Friday, 7 August 2015

August 7th 2015: Norway: Brønnøysund

Monty the Motorhome is gazing over the northern sea channel into the town of Brønnøysund, parked on a overnight spot recommended by the town’s Tourist Information Centre. It is a large car park, with motorhome dumping facilities, and is completely free.

We woke to a sunny morning and were rewarded with a brief sighting of a white tailed sea eagle - it flew out from a tree just in front of us and disappeared out over the sea. It was huge.
Then on to catch the ferry from Holm to Vennesund. Believing that it went at 0830 hrs we made it with about 2 minutes to spare. However on coming down to the dock we found it deserted, with no ferry in sight. On checking the timetable, again, it was apparent that the 0830 sailing was only at weekends - weekdays it was 0805 hrs! The next ferry was at 1000 hrs, so we just had to wait. At least it was sunny and the scenery was fantastic.

Waiting for the ferry wasn't too bad

Once over at Vennesund the route continued to Brønnøysund, where pre-trip research had found us an overnighting spot. The main reason for visiting this town was the possibility of taking a mini-cruise on a Hurtigruten coastal ferry. The Hurtigruten is a legendary means of travel, part cruise ship, part working ferry.

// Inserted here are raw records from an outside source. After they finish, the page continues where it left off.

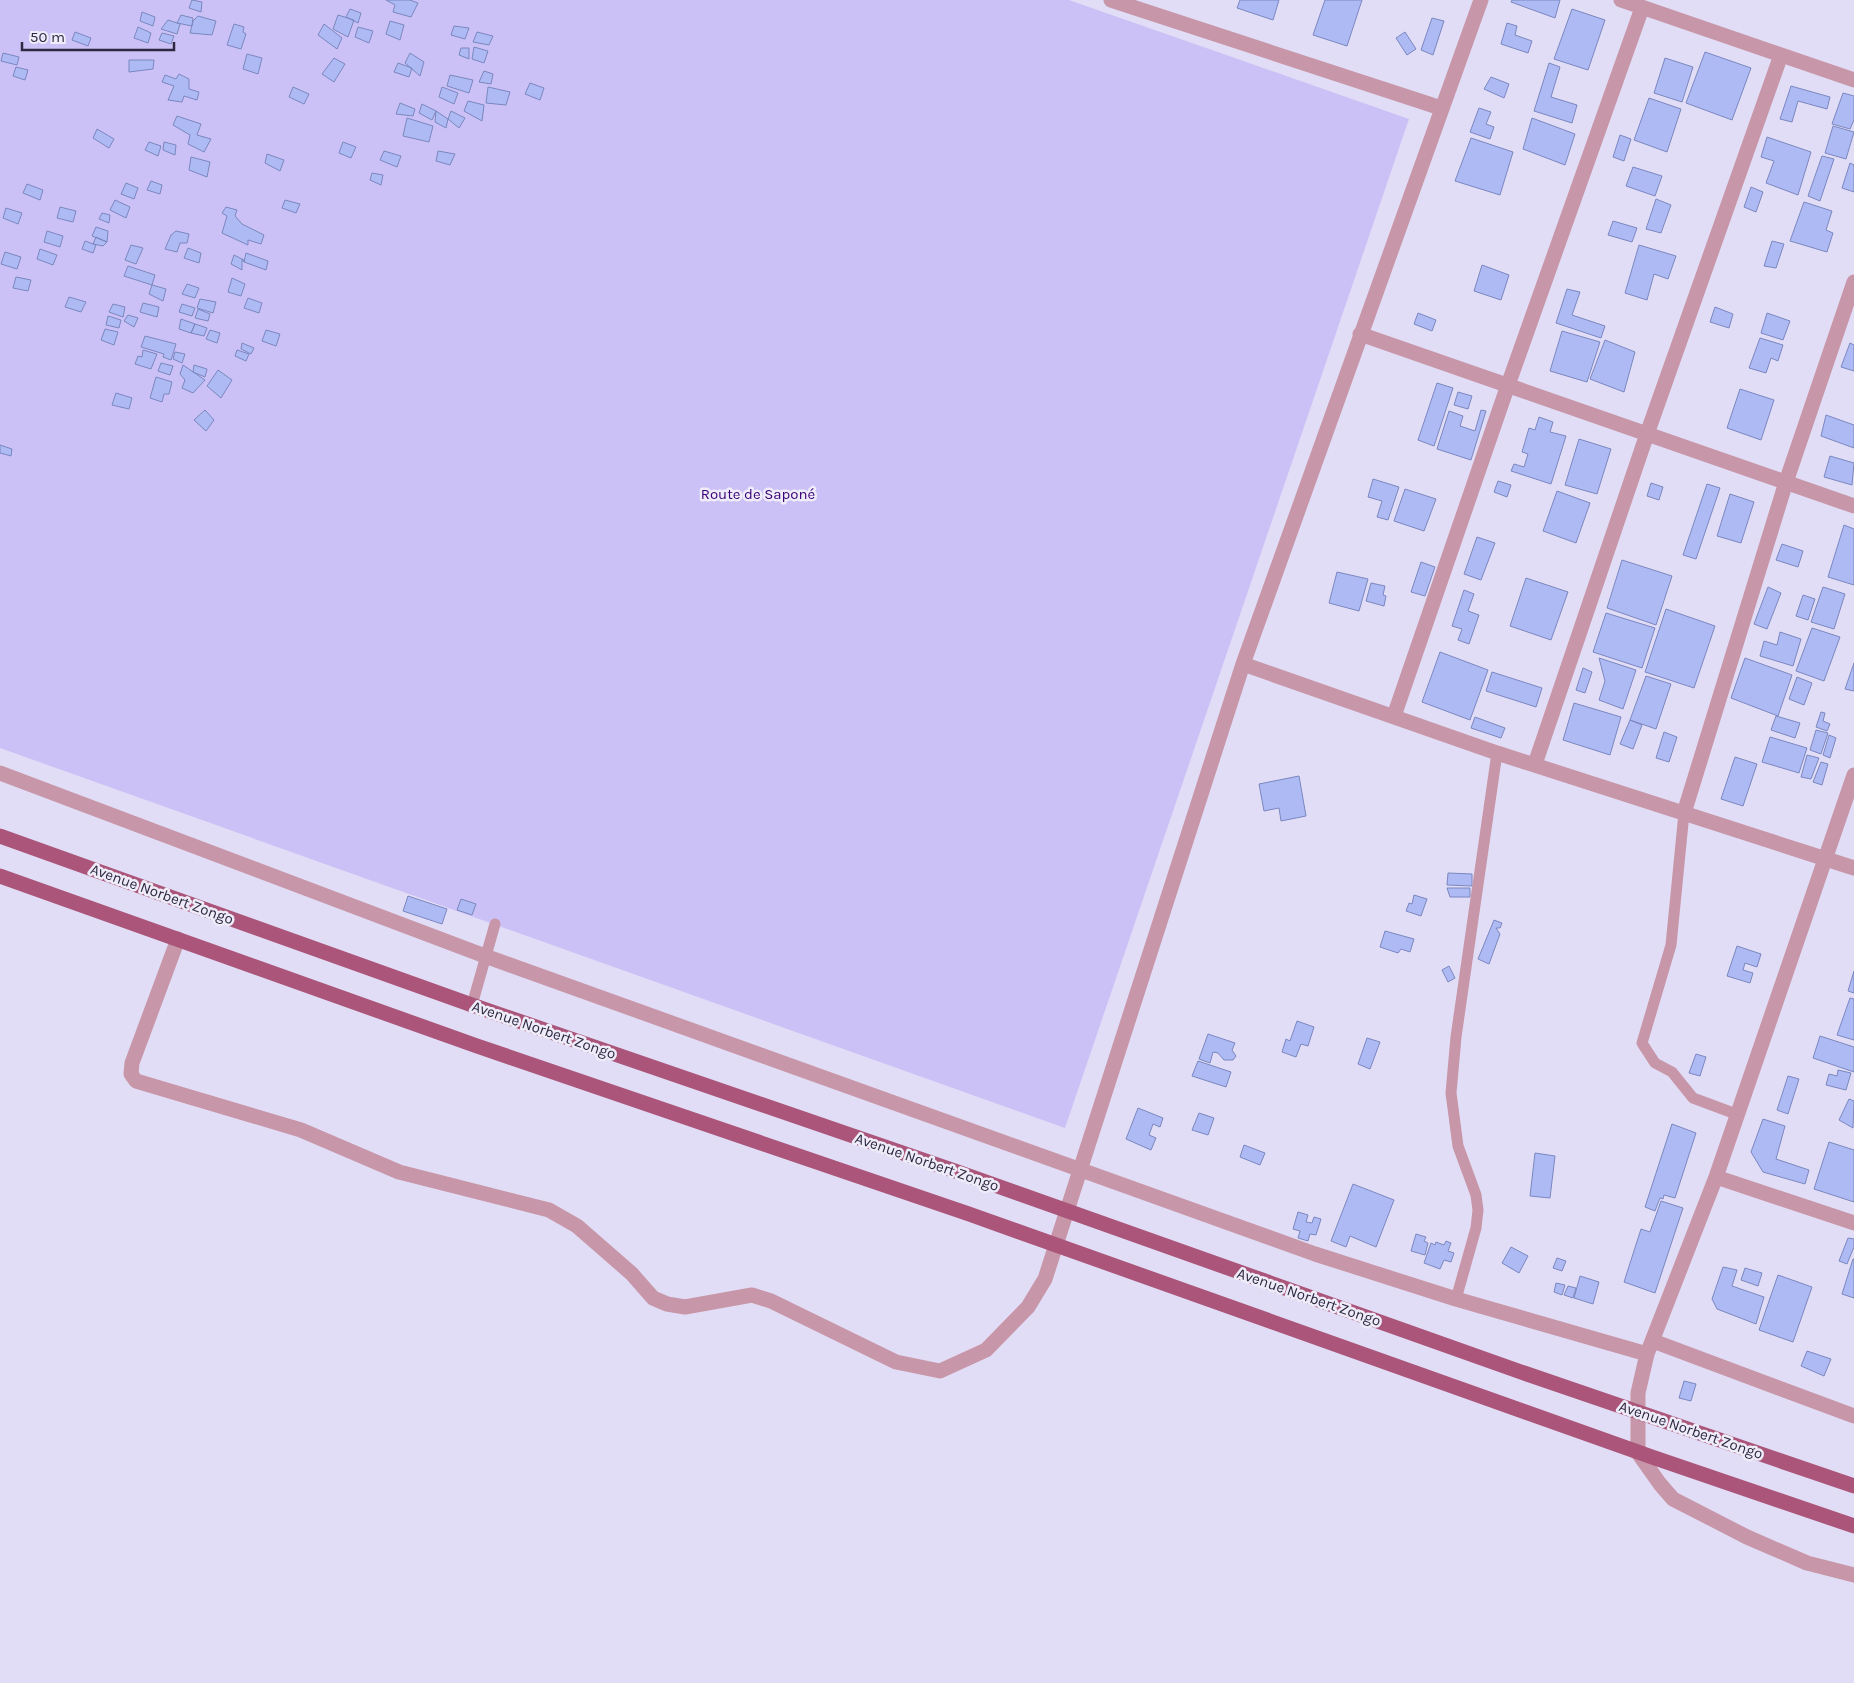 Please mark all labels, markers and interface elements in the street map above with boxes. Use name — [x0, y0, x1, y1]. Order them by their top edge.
scale bar — [22, 20, 175, 52]
text: 50 m — [30, 28, 65, 46]
park label: Route de Saponé — [701, 485, 815, 503]
street label: Avenue Norbert Zongo — [88, 860, 236, 928]
street label: Avenue Norbert Zongo — [470, 997, 618, 1063]
street label: Avenue Norbert Zongo — [853, 1129, 1001, 1195]
street label: Avenue Norbert Zongo — [1235, 1264, 1383, 1330]
street label: Avenue Norbert Zongo — [1617, 1397, 1765, 1463] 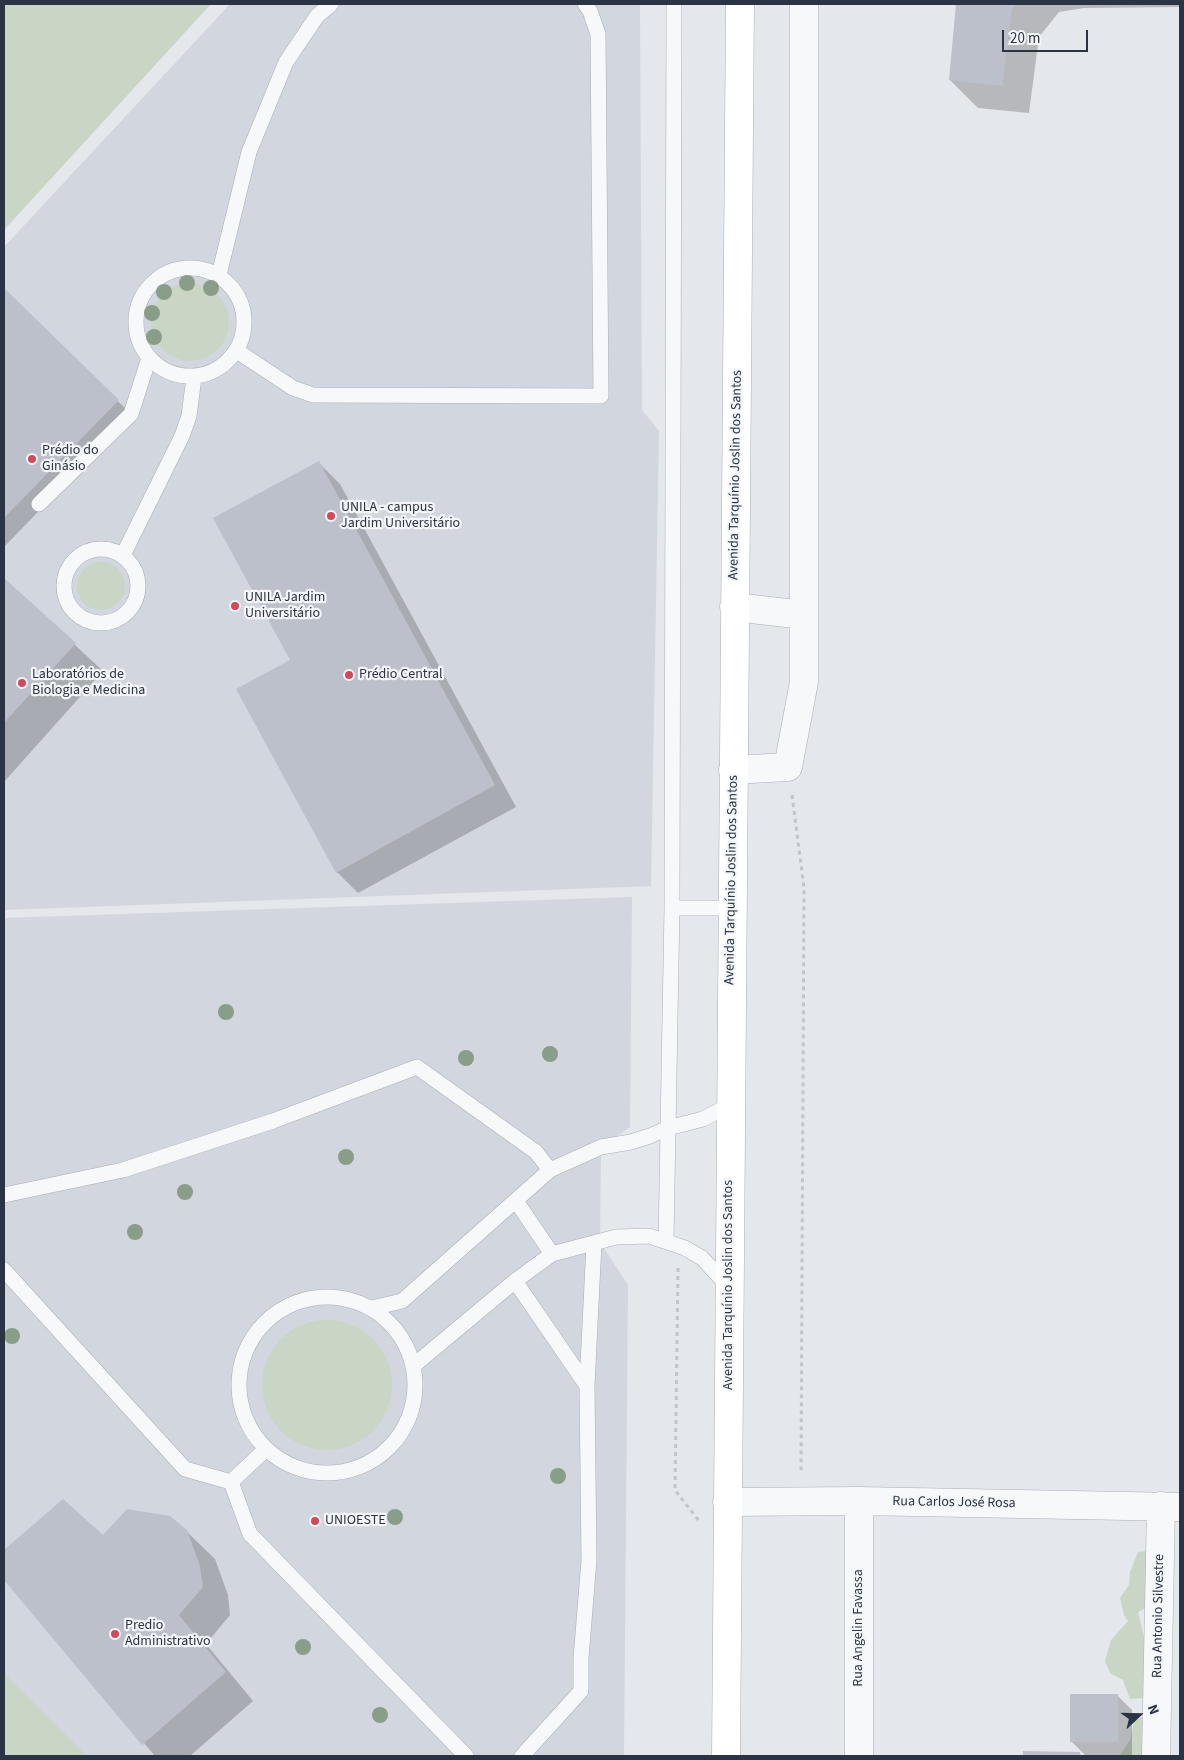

Every day of the year one of 11 ships heads out of Bergen on a journey right up the coast of Norway, finishing at Kirkenes (close to the Russian border)), where it turns round and heads back. The journey takes 11 days, calling at 35 ports on it’s way.
Our intention had been to take a southbound ship from Brønnøysund to Rørvik, where it would link with a northbound ship returning to Brønnøysund. This would mean leaving at 1700 hrs and getting back at 0100 hrs. However during the afternoon the weather deteriorated and low mist just about obliterated views of the mountains. I was not keen on spending approximately £160 on a trip where we could see hardly anything. Ruth on the other hand thought the experience would be worth it. However as the afternoon developed the weather seemed to get worse, so in the end she agreed it might not be worth it. 

What we did do however was go on board, whilst the ship was docked, and have a look round. It all seemed pretty plush, with good viewing lounges and decent cabins. Maybe it is something to think of in the future.

The Hurtigruten leaving port


Tonight we’ll be able to watch the comings and goings on the sea channel, though the rain is making the view somewhat murky. Let’s hope for an improvement tomorrow.